Önceki Ayet: A'raf 53A'raf SuresiA'raf 55: Sonraki Ayet

Meali: 54- Şüphesiz ki Rabbiniz, gökleri ve yeri altı günde yaratan, sonra Arş'a istivâ eden, geceyi, durmadan kendisini kovalayan gündüze bürüyüp örten; güneşi, ayı ve yıldızları emrine boyun eğmiş durumda yaratan Allah'tır. Bilesiniz ki, yaratmak da emretmek de O'na mahsustur. Âlemlerin Rabbi Allah ne yücedir!

{İstivâ: Lügatte, yükselmek ve karar kılmak demektir. Allah'ın bir sıfatı olarak, keyfiyeti bilinmeksizin Allah'ın Arşı istilâ etmesi demektir. Gökler ve yer yaratılmadan önce gün mefhumu olmadığı için bazı müfessirler âyette geçen altı günü altı vakit veya altı gün kadar bir zaman olarak tefsir ederler. Allah'a göre gün, an manasına geldiği gibi uzun devreler manasına da gelir. Hac sûresi'nin 47. âyetinde, Allah katında bizim sayımızca bin yıl süren bir günün var olduğu; Meâric sûresi'nin 4. âyetinde de bizim sayımızca elli bin yıl süren bir günün var olduğu ifade edilmektedir. Yani Allah katında gün itibarîdir. Farklı zaman birimlerini ifade etmektedir. İşte burada belirtilen gün, semâvât ve arzın oluşum devresi anlamındadır. Demek ki Allah kâinatı altı günde yani altı devirde yaratıp bugünkü duruma getirmiştir. Fussilet sûresi'nin 9-12. âyetlerinde bu husus daha teferruatlı anlatılmıştır.}

Kur'an'daki Yeri: 8. Cüz, 156. Sayfa

Tilavet Notları:

Diğer Notlar:

Risale-i Nur'da Nerede ve Nasıl Bahsedildiği[değiştir]

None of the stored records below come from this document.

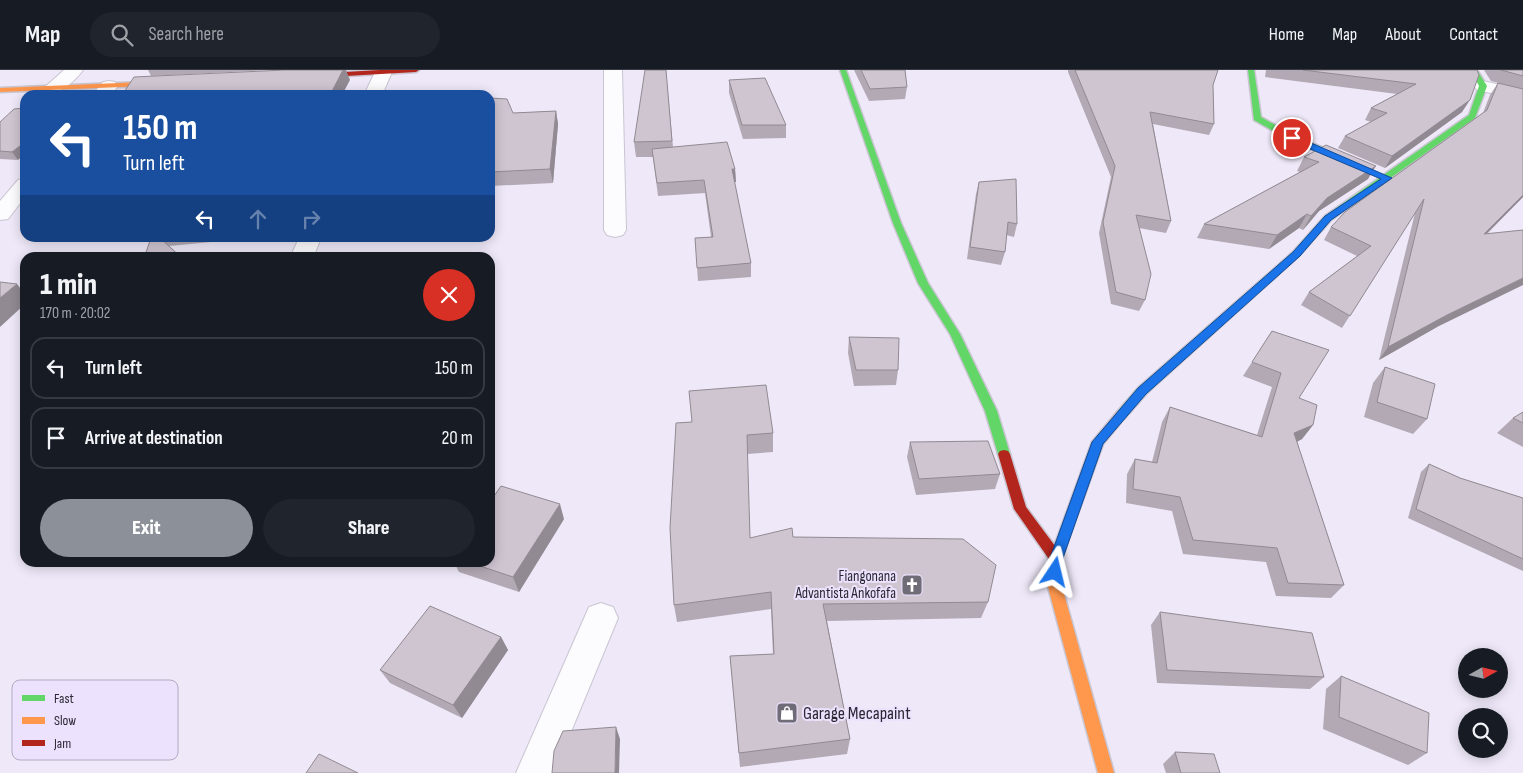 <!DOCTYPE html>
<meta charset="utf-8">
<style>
body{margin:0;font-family:"Sofia Sans Condensed",sans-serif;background:#20242c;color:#f1f3f6;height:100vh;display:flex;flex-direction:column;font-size:19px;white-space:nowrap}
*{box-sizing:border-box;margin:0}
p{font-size:16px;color:#9ea1a6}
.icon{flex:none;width:28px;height:28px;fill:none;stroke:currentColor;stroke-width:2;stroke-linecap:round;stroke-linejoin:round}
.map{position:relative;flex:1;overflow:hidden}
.details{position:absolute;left:20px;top:182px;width:475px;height:315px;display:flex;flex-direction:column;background:#171b24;border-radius:15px;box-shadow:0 2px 12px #0003}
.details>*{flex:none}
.top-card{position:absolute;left:20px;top:20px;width:475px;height:152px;border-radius:15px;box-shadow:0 2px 12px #0003;background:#1a4fa0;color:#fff;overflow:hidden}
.needle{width:32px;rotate:82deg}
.fabs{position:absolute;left:1458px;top:578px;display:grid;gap:10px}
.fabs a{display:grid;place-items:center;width:50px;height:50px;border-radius:50%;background:#171b24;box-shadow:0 2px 12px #0003;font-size:25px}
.pin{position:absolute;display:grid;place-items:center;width:42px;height:42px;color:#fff;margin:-21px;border:2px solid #fff;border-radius:50%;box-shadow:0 1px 5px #0007}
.me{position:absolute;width:55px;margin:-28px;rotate:10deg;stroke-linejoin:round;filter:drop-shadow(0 0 4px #0008)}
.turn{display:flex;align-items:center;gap:18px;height:105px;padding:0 20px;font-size:22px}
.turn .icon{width:65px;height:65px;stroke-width:2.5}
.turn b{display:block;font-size:35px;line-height:42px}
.lanes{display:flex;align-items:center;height:48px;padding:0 20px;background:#0003;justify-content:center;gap:25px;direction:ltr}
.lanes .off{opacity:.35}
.round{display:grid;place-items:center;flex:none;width:52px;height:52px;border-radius:26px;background:#20242c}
.headline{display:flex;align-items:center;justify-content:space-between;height:85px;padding:0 20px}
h1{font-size:30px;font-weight:800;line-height:38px}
.action{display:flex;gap:10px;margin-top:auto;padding:10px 20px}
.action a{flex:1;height:58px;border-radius:30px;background:#8c9099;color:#fff;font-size:20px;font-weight:800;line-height:58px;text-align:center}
.action a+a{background:#20242c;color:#f1f3f6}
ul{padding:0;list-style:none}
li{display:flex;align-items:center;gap:15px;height:62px;margin:0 10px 8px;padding:0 10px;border:2px solid #363941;border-radius:15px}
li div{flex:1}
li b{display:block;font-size:19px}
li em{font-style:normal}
header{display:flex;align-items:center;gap:30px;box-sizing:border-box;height:70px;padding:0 25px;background:#171b24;border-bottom:1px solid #363941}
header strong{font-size:24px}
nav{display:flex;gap:28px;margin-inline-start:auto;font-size:18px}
.search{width:350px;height:45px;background:#20242c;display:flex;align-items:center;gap:12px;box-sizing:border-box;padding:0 18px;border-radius:28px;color:#9ea1a6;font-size:19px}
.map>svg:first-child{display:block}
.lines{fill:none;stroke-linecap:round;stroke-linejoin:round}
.street-casing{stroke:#c9c5d1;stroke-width:2}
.fast-casing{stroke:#c9c5d1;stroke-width:3}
.slow-casing{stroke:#c9c5d1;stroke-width:3}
.jam-casing{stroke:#c9c5d1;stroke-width:3}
.street{fill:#fcfcfe;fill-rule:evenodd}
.fast{fill:#63d668;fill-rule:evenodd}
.slow{fill:#ff974d;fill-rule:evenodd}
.jam{fill:#b3261e;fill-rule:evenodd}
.wall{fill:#b2a9b4}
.shaded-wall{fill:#918a92}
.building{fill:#cfc5d1;stroke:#918a92}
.route{fill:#1a73e8;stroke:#114b97}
.labels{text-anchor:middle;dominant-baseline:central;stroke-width:4;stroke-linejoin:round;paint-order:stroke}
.poi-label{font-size:15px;fill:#2b2732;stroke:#ece2fe;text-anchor:end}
.near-poi-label{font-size:18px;fill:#2b2732;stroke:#ece2fe;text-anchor:start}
.key{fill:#ece2fe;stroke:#b2aac1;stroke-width:1}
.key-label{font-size:14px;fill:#2b2732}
</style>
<header>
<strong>Map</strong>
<div class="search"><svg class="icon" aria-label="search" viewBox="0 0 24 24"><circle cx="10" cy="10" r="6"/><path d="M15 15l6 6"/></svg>Search here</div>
<nav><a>Home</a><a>Map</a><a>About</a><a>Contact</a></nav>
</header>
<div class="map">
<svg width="1523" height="703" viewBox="0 0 1523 703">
<rect width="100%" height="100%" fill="#eee8f8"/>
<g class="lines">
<g class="street-casing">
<g id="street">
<path d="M64,0h19c-8,11 -22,24 -35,21l-3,-4z"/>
<polygon points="376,0 390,0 392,2 382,25 364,25"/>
<polygon points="604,0 622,0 626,160 623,165 615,167 607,165 604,160"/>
<polygon points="109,11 115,12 118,16 111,25 92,25 103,12"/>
<polygon points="1483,11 1523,20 1523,30 1477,20 1474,16 1477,12"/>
<polygon points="25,108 25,127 8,149 0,150 0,131 18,110"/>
<polygon points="299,168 321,168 313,188 290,188"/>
<polygon points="601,533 613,537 618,548 554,703 516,703 589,537"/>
</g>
</g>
<g class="fast-casing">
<g id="fast">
<polygon points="840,0 846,0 901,153 928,213 960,264 997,341 1010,384 1008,387 1000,387 998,384 985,341 950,264 918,213 893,153"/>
<polygon points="1248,0 1254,0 1261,47 1295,66 1357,92 1357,96 1351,96 1289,70 1254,50"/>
<polygon points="1471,0 1477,0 1487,16 1475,48 1331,150 1299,186 1146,324 1125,348 1117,348 1115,345 1117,342 1138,318 1293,182 1325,146 1469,45 1479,16"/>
</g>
</g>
<g class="slow-casing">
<g id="slow">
<polygon points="166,11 170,13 169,15 0,22 0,18"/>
<polygon points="1121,341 1127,345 1103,374 1062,488 1062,517 1114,703 1098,703 1048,517 1050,488 1092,372 1117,342"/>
</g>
</g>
<g class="jam-casing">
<g id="jam">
<polygon points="379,0 419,0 416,2 311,8 307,6 311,4"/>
<polygon points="1004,380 1008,381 1010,384 1026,437 1061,484 1062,488 1061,492 1056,494 1051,492 1014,439 998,384 1000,381"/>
</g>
</g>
<use href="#street" class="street"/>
<use href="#fast" class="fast"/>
<use href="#slow" class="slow"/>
<use href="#jam" class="jam"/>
</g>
<g class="wall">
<polygon points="148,0 270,0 151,6"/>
<polygon points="666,0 673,77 735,99 736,112 734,112 751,193 751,207 698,211 695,168 711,167 705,123 658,126 653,87 636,87 634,72"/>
<polygon points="854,0 905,0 907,17 905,29 869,31"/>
<polygon points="1068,0 1218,0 1213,15 1214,54 1209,65 1153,54 1171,151 1166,163 1139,158 1145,230 1139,241 1111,234 1099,163 1111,107 1068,2"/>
<polygon points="1266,0 1477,0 1462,42 1385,98 1338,78 1345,66 1371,52 1365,50 1371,38 1397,24 1265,7"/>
<polygon points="1484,0 1523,0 1523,127 1487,164 1437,257 1379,290 1415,143 1342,258 1301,235 1309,222 1357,186 1324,170 1331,157 1483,43 1490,25 1498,13 1506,15 1491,11"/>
<polygon points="729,10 786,55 786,68 743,69 729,23"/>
<polygon points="490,28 513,43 556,41 558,54 553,113 490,116"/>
<polygon points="0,52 18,90 0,89"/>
<polygon points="1326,75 1368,109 1319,141 1303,160 1299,158 1269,179 1197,168 1204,154 1300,102 1297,101 1304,87"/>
<polygon points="979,112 1017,154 1014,167 1006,165 1005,182 1001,195 967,189 976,124"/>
<polygon points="151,168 233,168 232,170 169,176"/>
<polygon points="1272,261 1299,328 1313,355 1302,369 1297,372 1344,515 1331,528 1276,526 1266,492 1183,484 1172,441 1126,433 1127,404 1135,389 1152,392 1162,352 1170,337 1257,365 1272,317 1243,306"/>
<polygon points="849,267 898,300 896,315 854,316 848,283"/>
<polygon points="1385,297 1427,349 1413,364 1364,347 1373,313"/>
<polygon points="1523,342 1523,377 1497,363 1513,348"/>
<polygon points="692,352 773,363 773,382 747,384 750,468 793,467 988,532 981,548 827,551 850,669 847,684 740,697 730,586 773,584 771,539 677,552 674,535"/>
<polygon points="910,372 1000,404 995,419 916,425 907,387"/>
<polygon points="1429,394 1460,408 1523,428 1523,501 1408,448 1421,402"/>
<polygon points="564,449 519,522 459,502 454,492 490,492"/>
<polygon points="1160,542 1324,607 1310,619 1157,613 1151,555"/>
<polygon points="501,567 508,580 462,648 390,613 380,600"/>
<polygon points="1341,606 1427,683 1408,695 1323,659 1326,619"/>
<polygon points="1175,682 1220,703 1166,703 1163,694"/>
</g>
<g class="shaded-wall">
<polygon points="343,0 346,0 350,10 342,25 330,25"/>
<polygon points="1470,30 1462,42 1385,98 1392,86"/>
<polygon points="556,41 558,54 553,113 550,99"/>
<polygon points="25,72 25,84 18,90 12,82"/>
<polygon points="1376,96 1368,109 1319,141 1303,160 1311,146 1327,128"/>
<polygon points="732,99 735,99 736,112 732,112"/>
<polygon points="1523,125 1523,127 1474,176 1484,164"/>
<polygon points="1307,144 1299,158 1269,179 1277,165"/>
<polygon points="1523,208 1523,215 1437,257 1379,290 1388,277 1447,245"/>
<polygon points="17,214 25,224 25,234 0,257 0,228"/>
<polygon points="1313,355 1302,369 1284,378 1294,363"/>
<polygon points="560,434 564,449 519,522 513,507"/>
<polygon points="501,567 508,580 462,648 453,635"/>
<polygon points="616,657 620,669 619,703 615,703"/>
</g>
<g class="building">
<polygon points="285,0 343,0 330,25 122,25 134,7"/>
<polygon points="645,0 666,0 672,71 634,72"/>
<polygon points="861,0 905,0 907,17 870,19"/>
<polygon points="1075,0 1218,0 1213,15 1214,54 1150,42 1171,151 1136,145 1151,204 1145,230 1116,222 1103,152 1115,96"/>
<polygon points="1303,0 1477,0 1479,5 1470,30 1392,86 1345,66 1387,43 1371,38 1416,14"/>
<polygon points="1501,0 1523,0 1523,6"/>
<polygon points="765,8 786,55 742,55 729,10"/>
<polygon points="1498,13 1523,19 1523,125 1484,164 1523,160 1523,208 1447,245 1388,277 1424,129 1350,246 1309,222 1371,176 1331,157 1345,142 1487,40"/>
<polygon points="469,21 468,25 379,25"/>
<polygon points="490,28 507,29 513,43 556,41 550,99 490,102"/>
<polygon points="25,38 25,72 12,82 0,81 0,52 14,39"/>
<polygon points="727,72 735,99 732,99 751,193 697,198 695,168 713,167 704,110 657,113 652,79"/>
<polygon points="1326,75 1376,96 1327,128 1311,146 1307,144 1277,165 1204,154 1319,92 1304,87"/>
<polygon points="1016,109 1017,154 1008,152 1005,182 970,177 979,112"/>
<polygon points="151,168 160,168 182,188 144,188"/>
<polygon points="0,212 17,214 0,228"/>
<polygon points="1272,261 1329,280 1299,328 1317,335 1313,355 1294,363 1344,515 1288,513 1277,478 1193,470 1180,427 1133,419 1135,389 1157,393 1170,337 1262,367 1281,303 1252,292"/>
<polygon points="849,267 899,268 898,300 856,300"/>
<polygon points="1385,297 1435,314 1427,349 1377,332"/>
<polygon points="766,315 773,363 747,365 750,468 792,458 793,467 963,469 996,495 988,532 823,534 850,669 739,683 730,586 774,584 771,522 674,535 670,458 676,353 692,352 689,321"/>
<polygon points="1523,342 1523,353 1513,348"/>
<polygon points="988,371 1000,404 919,409 910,372"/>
<polygon points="1429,394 1460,408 1523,428 1523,489 1416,439"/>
<polygon points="501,416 560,434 513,507 468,492 490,492 490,432"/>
<polygon points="430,536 501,567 453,635 380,600"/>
<polygon points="1160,542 1312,563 1324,607 1167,600"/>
<polygon points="1341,606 1429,643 1427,683 1339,647"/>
<polygon points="616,657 615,703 552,703 554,681 563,661"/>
<polygon points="1175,682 1214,684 1220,703 1181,703"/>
<polygon points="319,684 358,703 306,703"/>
</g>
<polygon class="route" points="1289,66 1295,66 1392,108 1331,150 1300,186 1146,324 1103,374 1063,488 1060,507 1055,508 1051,507 1049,502 1050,488 1092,372 1138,318 1293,182 1325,146 1381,109 1289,70"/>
<defs>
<g id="church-square" transform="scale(1.125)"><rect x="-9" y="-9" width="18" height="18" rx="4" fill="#6f6b77" stroke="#ece2fe"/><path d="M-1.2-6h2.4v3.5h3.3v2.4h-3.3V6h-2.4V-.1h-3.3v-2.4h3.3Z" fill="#fff"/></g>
<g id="shop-square" transform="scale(1.125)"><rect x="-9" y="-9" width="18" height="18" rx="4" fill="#6f6b77" stroke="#ece2fe"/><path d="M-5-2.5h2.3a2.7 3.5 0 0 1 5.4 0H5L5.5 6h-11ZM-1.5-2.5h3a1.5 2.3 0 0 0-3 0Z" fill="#fff"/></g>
</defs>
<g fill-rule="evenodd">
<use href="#church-square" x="912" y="515"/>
<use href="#shop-square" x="787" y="643"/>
</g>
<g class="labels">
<g class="poi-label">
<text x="896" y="506">Fiangonana<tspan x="896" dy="17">Advantista Ankofafa</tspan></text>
</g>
<g class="near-poi-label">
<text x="803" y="643">Garage Mecapaint</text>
</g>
</g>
<rect x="12" y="610" width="166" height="80" rx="8" class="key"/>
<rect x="22" y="625" width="23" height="6" fill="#63d668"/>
<rect x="22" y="647" width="23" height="7" fill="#ff974d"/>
<rect x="22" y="670" width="23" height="6" fill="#b3261e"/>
<g class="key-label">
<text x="54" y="633">Fast</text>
<text x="54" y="655">Slow</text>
<text x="54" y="678">Jam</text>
</g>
</svg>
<div class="fabs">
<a><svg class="needle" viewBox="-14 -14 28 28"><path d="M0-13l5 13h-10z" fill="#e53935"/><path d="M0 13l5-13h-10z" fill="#9ea1a6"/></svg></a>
<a><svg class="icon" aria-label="search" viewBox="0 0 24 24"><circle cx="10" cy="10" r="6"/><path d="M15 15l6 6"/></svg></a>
</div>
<div class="pin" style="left:1292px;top:68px;background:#d93025"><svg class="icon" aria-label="arrive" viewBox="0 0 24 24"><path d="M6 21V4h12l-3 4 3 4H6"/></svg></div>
<svg class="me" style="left:1055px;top:502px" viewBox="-20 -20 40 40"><path d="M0-17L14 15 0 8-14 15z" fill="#1a73e8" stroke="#fff" stroke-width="4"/></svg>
<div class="top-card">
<div class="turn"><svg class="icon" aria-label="left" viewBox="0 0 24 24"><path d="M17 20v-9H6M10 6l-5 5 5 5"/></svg><div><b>150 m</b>Turn left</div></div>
<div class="lanes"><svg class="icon" aria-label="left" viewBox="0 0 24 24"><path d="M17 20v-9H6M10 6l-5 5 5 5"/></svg><svg class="icon off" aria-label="ahead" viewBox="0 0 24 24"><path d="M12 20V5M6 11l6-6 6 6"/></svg><svg class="icon off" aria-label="right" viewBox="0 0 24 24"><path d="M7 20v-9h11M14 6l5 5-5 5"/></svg></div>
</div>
<section class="details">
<div class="headline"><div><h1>1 min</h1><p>170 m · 20:02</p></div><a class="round" style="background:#d93025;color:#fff"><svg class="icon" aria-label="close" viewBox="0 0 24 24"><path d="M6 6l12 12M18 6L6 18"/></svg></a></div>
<ul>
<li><svg class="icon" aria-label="left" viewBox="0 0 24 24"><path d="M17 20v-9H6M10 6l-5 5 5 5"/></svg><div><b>Turn left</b></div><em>150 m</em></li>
<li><svg class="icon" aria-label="arrive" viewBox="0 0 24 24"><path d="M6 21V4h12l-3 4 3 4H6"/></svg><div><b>Arrive at destination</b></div><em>20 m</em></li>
</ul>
<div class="action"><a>Exit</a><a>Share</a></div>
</section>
</div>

Eğer Kur’an’ın ism-i a’zamdan ve her ismin a’zamlık mertebesinden geldiğini bir parça fehmetmek istersen Âyetü’l-Kürsî ve âyet-i وَعِنْدَهُ مَفَاتِحُ الْغَيْبِ ve âyet-i قُلِ اللّٰهُمَّ مَالِكَ الْمُلْكِ ve âyet-i يُغْشِى الَّيْلَ النَّهَارَ يَطْلُبُهُ حَثٖيثًا وَالشَّمْسَ وَالْقَمَرَ وَالنُّجُومَ مُسَخَّرَاتٍ بِاَمْرِهٖ ve âyet-i يَٓا اَرْضُ ابْلَعٖى مَٓاءَكِ وَيَا سَمَٓاءُ اَقْلِعٖى ve âyet-i تُسَبِّحُ لَهُ السَّمٰوَاتُ السَّبْعُ وَالْاَرْضُ وَمَنْ فٖيهِنَّ ve âyet-i مَا خَلْقُكُمْ وَلَا بَعْثُكُمْ اِلَّا كَنَفْسٍ وَاحِدَةٍ ve âyet-i اِنَّا عَرَضْنَا الْاَمَانَةَ عَلَى السَّمٰوَاتِ وَالْاَرْضِ وَالْجِبَالِ ve âyet-i يَوْمَ نَطْوِى السَّمَٓاءَ كَطَىِّ السِّجِلِّ لِلْكُتُبِ ve âyet-i وَمَا قَدَرُوا اللّٰهَ حَقَّ قَدْرِهٖ وَالْاَرْضُ جَمٖيعًا قَبْضَتُهُ يَوْمَ الْقِيَامَةِ ve âyet-i لَوْ اَنْزَلْنَا هٰذَا الْقُرْاٰنَ عَلٰى جَبَلٍ لَرَاَيْتَهُ gibi âyetlerin küllî, umumî, ulvi ifadelerine bak.

(12. Söz)


Evet, Kur’an-ı Mu’cizü’l-Beyan’ın i’caz derecesindeki kemal-i nizam ve intizamı ve kitab-ı kâinattaki intizamat-ı sanatı, muntazam üsluplarıyla tefsir ettikleri halde manzum olmadığının diğer bir sebebi de budur ki:

Âyetlerinin her bir necmi, vezin kaydı altına girmeyip tâ ekser âyetlere bir nevi merkez olsun ve kardeşi olsun ve mabeynlerinde mevcud münasebet-i maneviyeye rabıta olmak için o daire-i muhita içindeki âyetlere birer hatt-ı münasebet teşkil etsin. Güya serbest her bir âyetin, ekser âyetlere bakar birer gözü, müteveccih birer yüzü var. Kur’an içinde binler Kur’an bulunur ki her bir meşrep sahibine birisini verir. Nasıl ki Yirmi Beşinci Söz’de beyan edildiği gibi; Sure-i İhlas içinde otuz altı Sure-i İhlas miktarınca her biri zi’l-ecniha olan altı cümlenin terkibatından müteşekkil bir hazine-i ilm-i tevhid bulunur ve tazammun ediyor. Evet, nasıl ki semada olan intizamsız yıldızların sureten adem-i intizamı cihetiyle her bir yıldız, kayıt altına girmeyip her birisi ekser yıldızlara bir nevi merkez olarak daire-i muhitasındaki –birer birer– her bir yıldıza mevcudat beynindeki nisbet-i hafiyeye işaret olarak birer hatt-ı münasebet uzatıyor. Güya her bir tek yıldız, necm-i âyet gibi umum yıldızlara bakar birer gözü, müteveccih birer yüzü vardır.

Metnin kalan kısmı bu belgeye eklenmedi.